The problem is that Gazprom has individual contracts with each of the countries, and charges the natural gas at various prices. Vestager said that “Keeping national gas markets separate also allowed Gazprom to charge prices that we at this stage consider to be unfair.”
The gas prices are directly connected to the oil product prices, which results in different prices for different markets. The regulators clam that this “have unduly favored Gazprom over its customers.” Some countries have to pay and receive gas and oil that they might not need at the moment, but they have a ‘take-or-pay’ clause in the contract.
The Russian company released a statement stating that the accusations are completely unreasonable. “Gazprom considers the European Commission’s submitted claims baseless.

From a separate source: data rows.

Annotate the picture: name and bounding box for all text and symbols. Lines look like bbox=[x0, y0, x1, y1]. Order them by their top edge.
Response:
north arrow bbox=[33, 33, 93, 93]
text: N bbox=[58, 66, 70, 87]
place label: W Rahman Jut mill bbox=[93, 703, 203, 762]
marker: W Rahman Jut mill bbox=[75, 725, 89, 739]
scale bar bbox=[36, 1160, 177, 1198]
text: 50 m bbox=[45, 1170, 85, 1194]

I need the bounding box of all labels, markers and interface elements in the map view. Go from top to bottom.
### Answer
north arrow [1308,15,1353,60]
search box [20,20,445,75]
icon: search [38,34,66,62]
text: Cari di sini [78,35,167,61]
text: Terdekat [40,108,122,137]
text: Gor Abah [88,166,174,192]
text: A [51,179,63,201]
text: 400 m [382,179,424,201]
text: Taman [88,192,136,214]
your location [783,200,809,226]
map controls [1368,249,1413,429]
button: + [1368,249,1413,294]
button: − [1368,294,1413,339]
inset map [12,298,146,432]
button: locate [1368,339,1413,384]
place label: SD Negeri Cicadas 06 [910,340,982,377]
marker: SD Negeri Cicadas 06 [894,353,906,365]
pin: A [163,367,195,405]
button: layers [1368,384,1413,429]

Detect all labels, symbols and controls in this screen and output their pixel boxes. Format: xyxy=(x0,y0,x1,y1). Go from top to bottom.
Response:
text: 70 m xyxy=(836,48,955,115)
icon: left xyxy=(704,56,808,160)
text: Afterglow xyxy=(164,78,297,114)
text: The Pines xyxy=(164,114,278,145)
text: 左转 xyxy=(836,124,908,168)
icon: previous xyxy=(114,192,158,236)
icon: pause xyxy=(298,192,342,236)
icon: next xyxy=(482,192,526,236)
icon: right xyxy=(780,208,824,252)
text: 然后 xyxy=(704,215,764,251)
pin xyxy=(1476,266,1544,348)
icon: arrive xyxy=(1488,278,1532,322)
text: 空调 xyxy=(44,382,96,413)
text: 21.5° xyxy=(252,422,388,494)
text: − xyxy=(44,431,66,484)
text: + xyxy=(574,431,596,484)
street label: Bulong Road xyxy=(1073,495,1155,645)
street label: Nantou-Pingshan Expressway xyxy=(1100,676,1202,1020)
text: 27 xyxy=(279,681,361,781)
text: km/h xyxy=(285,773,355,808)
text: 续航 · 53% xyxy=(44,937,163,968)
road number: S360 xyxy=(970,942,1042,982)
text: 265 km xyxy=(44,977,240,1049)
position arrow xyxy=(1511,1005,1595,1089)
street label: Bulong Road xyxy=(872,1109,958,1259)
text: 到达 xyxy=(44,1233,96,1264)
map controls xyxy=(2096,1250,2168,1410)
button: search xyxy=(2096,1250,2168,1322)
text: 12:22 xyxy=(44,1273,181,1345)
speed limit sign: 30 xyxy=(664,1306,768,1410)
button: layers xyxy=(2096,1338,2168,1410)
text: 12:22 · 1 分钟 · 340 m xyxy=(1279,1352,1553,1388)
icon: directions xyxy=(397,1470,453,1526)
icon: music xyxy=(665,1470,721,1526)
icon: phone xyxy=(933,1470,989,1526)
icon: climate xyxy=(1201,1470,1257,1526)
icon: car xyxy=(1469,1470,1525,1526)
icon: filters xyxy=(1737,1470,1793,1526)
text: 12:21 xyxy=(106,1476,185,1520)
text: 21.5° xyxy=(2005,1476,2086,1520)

At the same time, accepting the European Commission’s ‘Statement of Objections’ is just one phase of the anti-monopoly investigation, and does not mean that Gazprom is guilty of any violation of EU antitrust legislation,” the statement said. The Russian Federation is an important shareholder in the company, and has to defend its interest, said Dmitry Peskov, Putin’s press secretary, adding “We are hoping that a compromise will be found. Such issues should definitely be resolved through negotiations, and we are relying on an impartial attitude towards Gazprom.”